La vérité sur le coût du travail en France !
Le conseil des prélèvements obligatoires démonte les dires de la droite. Il évalue les aides
publiques aux entreprises à 65 milliards. Merci Sarkozy !
« Le coût moyen du travail en France reste… plus faible que celui de l’Allemagne, du Royaume-Uni ou du Danemark,
malgré des cotisations patronales plus élevées. Les résultats sont les mêmes si l’on prend la productivité du travail. » Ces propos n’ont pas été tenus par un dirigeant syndical mais par le
premier président de la Cour des comptes qui est aussi celui du conseil des prélèvements obligatoires (CPO), Philippe Séguin, à l’occasion de la présentation du rapport réalisé par ce même
conseil pour le Sénat, début octobre. Il apparaît ainsi que le coût horaire industriel moyen est, selon une étude du département du Travail américain reprise par le CPO dans son rapport au Sénat,
moins élevé en France qu’en Allemagne, au Canada, au Royaume-Uni et en Italie. Si on pondère le coût du travail en prenant en compte sa productivité, la France se classe seulement au 8e rang en
Europe en 2007 selon les données d’Eurostat. Ce rapport sur les prélèvements obligatoires des entreprises montre ainsi clairement que le coût du travail est en France moins élevé que chez les
pays européens les plus développés, bien que « le taux de prélèvements obligatoires sur les entreprises » soit « en France plus élevé que dans la plupart de ses concurrents ».

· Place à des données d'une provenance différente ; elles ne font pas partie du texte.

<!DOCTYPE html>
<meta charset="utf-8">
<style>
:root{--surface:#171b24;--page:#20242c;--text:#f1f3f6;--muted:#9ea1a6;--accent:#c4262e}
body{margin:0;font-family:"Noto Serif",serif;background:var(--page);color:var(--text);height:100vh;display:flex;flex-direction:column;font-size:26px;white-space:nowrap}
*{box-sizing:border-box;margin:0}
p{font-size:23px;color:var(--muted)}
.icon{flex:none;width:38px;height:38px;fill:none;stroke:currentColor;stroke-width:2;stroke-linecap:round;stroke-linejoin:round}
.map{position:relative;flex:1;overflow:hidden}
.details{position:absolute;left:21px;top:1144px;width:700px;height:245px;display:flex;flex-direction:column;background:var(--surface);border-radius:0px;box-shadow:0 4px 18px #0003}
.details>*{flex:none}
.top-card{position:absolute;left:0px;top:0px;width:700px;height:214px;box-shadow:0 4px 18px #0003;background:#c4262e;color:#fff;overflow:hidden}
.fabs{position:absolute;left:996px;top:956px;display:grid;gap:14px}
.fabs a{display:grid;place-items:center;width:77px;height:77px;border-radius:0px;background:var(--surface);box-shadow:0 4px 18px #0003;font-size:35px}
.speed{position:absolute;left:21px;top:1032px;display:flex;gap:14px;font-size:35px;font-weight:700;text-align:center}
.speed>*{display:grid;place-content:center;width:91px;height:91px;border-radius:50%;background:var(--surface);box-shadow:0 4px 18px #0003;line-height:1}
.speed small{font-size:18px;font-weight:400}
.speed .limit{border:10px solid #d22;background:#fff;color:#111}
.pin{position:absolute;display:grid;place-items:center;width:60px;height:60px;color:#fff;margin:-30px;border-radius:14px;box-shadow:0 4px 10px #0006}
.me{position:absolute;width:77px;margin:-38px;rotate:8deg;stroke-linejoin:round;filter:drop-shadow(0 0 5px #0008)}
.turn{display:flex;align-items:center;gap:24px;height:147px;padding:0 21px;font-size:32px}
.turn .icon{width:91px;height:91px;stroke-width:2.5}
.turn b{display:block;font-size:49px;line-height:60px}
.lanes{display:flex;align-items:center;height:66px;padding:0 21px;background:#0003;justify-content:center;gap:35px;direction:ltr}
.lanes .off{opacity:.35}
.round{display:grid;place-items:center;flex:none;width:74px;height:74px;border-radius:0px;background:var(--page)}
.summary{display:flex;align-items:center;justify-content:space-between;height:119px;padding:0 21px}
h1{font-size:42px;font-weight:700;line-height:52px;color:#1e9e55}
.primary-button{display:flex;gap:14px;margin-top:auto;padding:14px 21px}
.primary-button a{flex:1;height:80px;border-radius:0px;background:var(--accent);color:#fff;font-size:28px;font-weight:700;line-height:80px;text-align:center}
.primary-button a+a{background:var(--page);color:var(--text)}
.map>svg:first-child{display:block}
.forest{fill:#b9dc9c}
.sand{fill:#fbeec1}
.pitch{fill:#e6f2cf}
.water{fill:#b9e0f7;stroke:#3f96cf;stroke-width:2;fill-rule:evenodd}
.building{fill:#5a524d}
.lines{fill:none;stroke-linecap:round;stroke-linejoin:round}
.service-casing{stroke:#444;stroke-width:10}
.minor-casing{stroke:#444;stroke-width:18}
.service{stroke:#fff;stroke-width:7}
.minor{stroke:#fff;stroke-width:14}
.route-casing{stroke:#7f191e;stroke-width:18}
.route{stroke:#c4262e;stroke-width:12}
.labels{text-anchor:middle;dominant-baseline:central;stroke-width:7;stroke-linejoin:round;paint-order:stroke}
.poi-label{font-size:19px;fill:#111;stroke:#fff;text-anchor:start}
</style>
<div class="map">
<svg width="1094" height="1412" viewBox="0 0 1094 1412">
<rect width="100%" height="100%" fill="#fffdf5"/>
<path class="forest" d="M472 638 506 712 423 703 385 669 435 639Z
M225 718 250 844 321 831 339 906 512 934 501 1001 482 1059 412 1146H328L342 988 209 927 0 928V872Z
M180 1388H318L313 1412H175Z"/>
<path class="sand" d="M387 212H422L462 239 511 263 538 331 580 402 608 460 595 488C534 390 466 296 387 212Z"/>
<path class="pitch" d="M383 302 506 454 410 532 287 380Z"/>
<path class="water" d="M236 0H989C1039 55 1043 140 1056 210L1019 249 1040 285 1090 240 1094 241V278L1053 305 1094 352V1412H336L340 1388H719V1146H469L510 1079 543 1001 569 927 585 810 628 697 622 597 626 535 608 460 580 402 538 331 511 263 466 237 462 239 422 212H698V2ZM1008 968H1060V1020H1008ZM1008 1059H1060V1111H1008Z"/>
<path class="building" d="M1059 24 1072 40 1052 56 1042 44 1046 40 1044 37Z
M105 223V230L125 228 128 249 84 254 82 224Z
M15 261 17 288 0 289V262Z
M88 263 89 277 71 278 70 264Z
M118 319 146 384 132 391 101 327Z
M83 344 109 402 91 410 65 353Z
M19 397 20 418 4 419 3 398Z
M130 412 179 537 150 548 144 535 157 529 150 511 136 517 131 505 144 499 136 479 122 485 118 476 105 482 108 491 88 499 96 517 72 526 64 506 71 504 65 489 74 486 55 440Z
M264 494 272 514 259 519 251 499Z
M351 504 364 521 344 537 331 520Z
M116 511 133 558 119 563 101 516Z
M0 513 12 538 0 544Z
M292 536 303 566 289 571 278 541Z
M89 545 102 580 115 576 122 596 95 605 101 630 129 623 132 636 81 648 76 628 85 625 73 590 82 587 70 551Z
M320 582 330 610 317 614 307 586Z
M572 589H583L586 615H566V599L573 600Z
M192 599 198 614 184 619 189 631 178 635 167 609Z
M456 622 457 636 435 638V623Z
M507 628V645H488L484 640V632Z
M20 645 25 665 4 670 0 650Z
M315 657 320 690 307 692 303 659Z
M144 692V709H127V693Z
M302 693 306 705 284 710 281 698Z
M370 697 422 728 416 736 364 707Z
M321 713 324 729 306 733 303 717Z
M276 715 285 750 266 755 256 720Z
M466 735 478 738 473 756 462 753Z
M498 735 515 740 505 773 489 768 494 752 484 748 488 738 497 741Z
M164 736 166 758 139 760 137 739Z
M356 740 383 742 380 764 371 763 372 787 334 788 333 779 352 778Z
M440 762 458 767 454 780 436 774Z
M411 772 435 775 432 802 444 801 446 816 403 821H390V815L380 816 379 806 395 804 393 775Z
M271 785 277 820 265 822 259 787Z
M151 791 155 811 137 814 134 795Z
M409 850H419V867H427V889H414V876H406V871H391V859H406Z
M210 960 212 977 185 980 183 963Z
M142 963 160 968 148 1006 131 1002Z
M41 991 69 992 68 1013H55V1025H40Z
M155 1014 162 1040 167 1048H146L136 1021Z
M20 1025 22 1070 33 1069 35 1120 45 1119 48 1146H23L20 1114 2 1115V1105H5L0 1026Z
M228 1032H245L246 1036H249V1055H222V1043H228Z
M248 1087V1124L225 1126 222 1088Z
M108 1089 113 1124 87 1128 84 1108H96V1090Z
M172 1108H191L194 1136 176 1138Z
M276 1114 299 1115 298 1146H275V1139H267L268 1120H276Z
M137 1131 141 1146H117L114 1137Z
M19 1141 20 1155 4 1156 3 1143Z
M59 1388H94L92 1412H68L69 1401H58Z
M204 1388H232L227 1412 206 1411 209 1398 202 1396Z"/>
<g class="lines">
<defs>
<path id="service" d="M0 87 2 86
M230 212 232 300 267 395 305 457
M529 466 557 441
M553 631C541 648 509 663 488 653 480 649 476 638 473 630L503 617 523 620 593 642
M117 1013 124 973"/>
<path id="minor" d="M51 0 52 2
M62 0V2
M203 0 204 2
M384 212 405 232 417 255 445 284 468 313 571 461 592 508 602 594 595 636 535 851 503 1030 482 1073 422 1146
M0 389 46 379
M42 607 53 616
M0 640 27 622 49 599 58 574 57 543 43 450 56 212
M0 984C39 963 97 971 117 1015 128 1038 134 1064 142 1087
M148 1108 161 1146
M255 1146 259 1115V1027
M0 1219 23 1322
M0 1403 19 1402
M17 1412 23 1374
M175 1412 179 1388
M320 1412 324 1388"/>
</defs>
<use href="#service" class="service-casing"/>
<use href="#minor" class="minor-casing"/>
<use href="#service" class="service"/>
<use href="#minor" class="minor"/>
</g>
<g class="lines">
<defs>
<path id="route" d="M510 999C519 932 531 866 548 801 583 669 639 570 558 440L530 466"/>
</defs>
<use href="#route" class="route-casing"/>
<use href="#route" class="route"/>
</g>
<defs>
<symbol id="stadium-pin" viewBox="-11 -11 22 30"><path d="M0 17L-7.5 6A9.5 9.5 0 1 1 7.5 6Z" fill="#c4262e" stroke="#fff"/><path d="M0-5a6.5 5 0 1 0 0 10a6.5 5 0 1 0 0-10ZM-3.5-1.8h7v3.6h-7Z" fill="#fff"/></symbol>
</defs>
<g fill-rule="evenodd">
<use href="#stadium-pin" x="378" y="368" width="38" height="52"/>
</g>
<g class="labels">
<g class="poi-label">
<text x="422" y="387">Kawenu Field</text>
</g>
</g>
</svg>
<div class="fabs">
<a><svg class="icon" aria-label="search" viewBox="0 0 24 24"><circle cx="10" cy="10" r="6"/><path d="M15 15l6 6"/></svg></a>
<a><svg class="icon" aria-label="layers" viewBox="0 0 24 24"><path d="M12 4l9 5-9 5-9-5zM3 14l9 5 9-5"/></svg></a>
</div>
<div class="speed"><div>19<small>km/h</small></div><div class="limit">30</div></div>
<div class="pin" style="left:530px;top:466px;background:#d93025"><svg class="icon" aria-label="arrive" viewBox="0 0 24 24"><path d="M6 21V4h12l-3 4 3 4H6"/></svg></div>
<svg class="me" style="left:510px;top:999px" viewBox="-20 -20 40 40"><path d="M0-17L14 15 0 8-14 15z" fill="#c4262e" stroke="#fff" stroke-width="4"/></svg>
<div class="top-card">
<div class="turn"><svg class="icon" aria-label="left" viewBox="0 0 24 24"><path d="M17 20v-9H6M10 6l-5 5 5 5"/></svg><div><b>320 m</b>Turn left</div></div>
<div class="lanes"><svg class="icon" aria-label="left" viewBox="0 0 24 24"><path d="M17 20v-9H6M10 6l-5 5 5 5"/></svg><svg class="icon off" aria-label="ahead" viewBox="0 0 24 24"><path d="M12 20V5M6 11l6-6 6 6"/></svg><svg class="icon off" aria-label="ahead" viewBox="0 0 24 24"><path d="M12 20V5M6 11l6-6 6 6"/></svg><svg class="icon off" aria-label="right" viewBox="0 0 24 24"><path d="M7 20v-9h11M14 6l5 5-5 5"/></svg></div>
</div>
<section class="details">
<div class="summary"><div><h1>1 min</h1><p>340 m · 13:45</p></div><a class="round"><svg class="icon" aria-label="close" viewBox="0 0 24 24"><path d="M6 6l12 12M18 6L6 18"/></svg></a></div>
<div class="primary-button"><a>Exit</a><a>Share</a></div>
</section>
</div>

Le président de la Cour des comptes précise cependant que « ce niveau élevé s’est quasiment stabilisé depuis 1985, surtout au cours de la période récente grâce à des allégements massifs
consentis aux entreprises ». Merci Nicolas Sarkozy ! La responsabilité du président de la République dans cette affaire est particulièrement lourde. Si le total des aides aux
entreprises est évalué à 65 milliards d’euros par le CPO, les choses vont en s’accélérant. En 2007 et 2008, les entreprises auront bénéficié de près de 12 milliards de réduction de prélèvements
obligatoires supplémentaires, principalement au titre de l’impôt sur les sociétés et de la taxe professionnelle. En connaisseur, Philippe Séguin annonce même que « les lois de finances pour
2009 et 2010 devraient amplifier le phénomène ». Le rapport du CPO jette donc un gros pavé dans la mare des adeptes de la baisse du coût du travail et des pleureuses de la droite et du Medef
qui affirment qu’en France, les entreprises seraient accablées par des salaires trop élevés et des charges exorbitantes. P. I.